Nach dem Seitenwechsel änderte sich das Ganze dann. Grödig wurde die aktivere Mannschaft, bekam immer mehr Oberwasser. So glich Brauer mit einem satten Schuss aus 20 Metern aus (67.), ehe Strobl von einem Abpraller bei Lukse profitierte und die Hausherren mit 2:1 in Führung brachte. Dabei blieb es dann, Altach konnte nicht mehr richtig reagieren und Druck aufbauen, während die Gastgeber den Vorsprung sicher über die Zeit schaukelten. Während sich Grödig hiermit für das blamable Cup-Out bei einem Regional-Ligisten rehabilitierte, muss Altach mit einer Niederlage in die neue Saison starten. Als nächstes steht der Gang zur Wiener Austria bevor.

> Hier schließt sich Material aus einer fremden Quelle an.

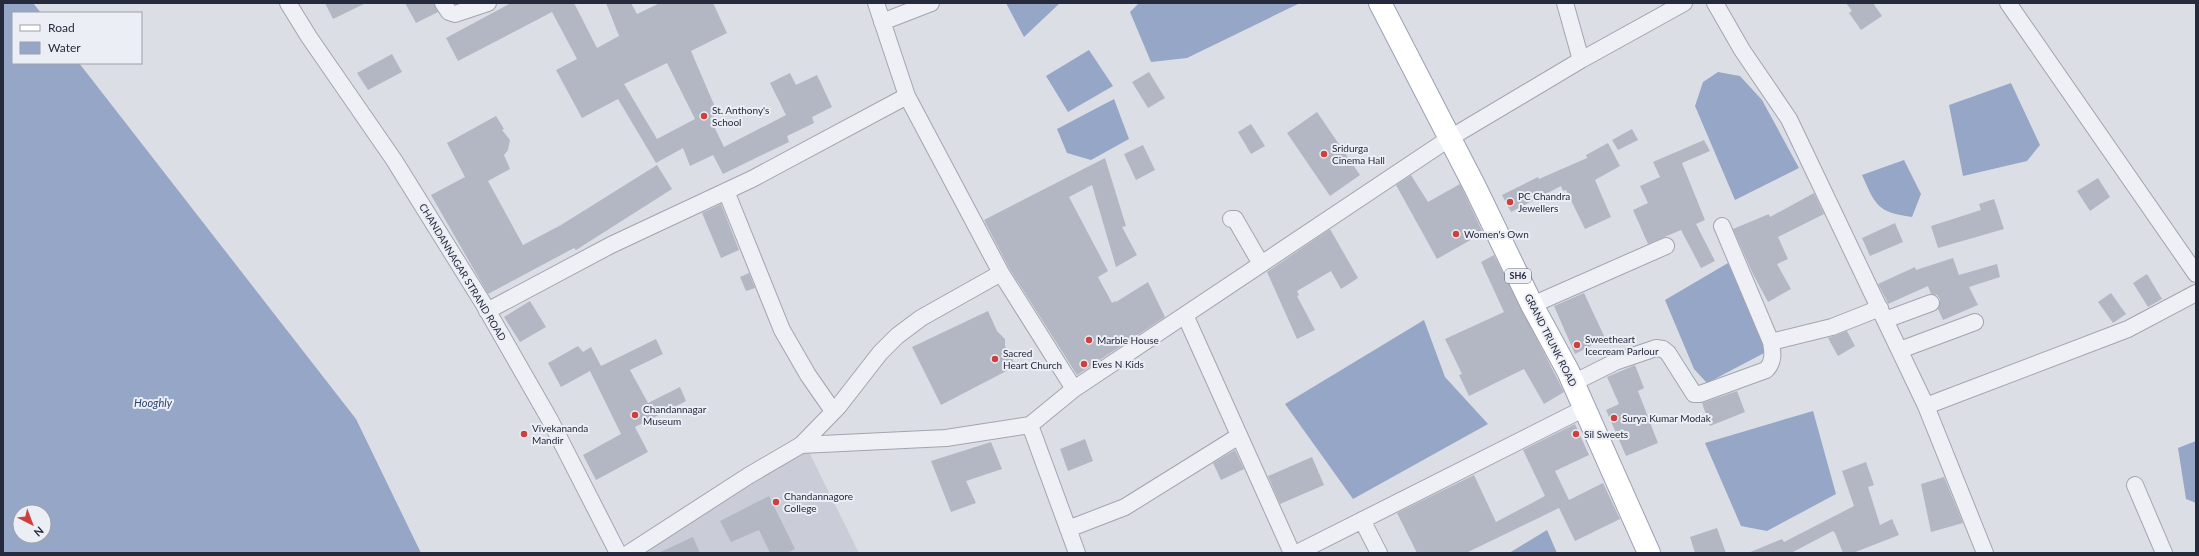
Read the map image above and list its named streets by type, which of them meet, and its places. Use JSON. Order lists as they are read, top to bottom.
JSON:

Gewitter und Gegner besiegt

Einen weitaus erfolgreicheren Start in die neue Saison erwischte die rundum erneuerte Lustenauer Austria. Sie besiegte Bundesliga-Absteiger Wiener Neustadt 2:0, hätte aber auch noch höher gewinnen können, wäre sie mit den Chancen in der Schlussphase etwas weniger schludrig umgegangen. Das 2:0 ist dennoch ein gutes Resultat, zumal die ersten drei klaren Chancen den Gästen gehörten.

Danach nahm Lustenau das Heft in die Hand und spielte den Gegner an die Wand. Wiessmeier traf in der 24. Minute zum 1:0, was der Auftakt zu einer kämpferisch starken Leistung war; die Austria wirkte äusserst engagiert und motiviert – und steckte auch das grosse Gewitter, das ab der 30. Minute die Kulisse im Reichshofstadion bestimmte, locker weg.

Das zweite Tor des Tages erzielte Sakic, der zwei Minuten nach der Pause den Ball über die Linie spitzelte und damit die Partie definitiv entschied. Danach spielte nur noch die Austria, ein weiterer Treffer gelang ihr aber nicht – primär aufgrund des eigenen Unvermögens. Beste Chancen wurden ausgelassen, die Überlegenheit nicht in Tore umgemünzt. Sollte man nach dem Haar in der Suppe suchen, so wäre dies hier zu finden. Nach dem ersten Auftritt Lustenaus 2015/16 dominieren aber klar die positiven Eindrücke, die die Spieler nächste Woche gegen den Kapfenberger SV bestätigen wollen.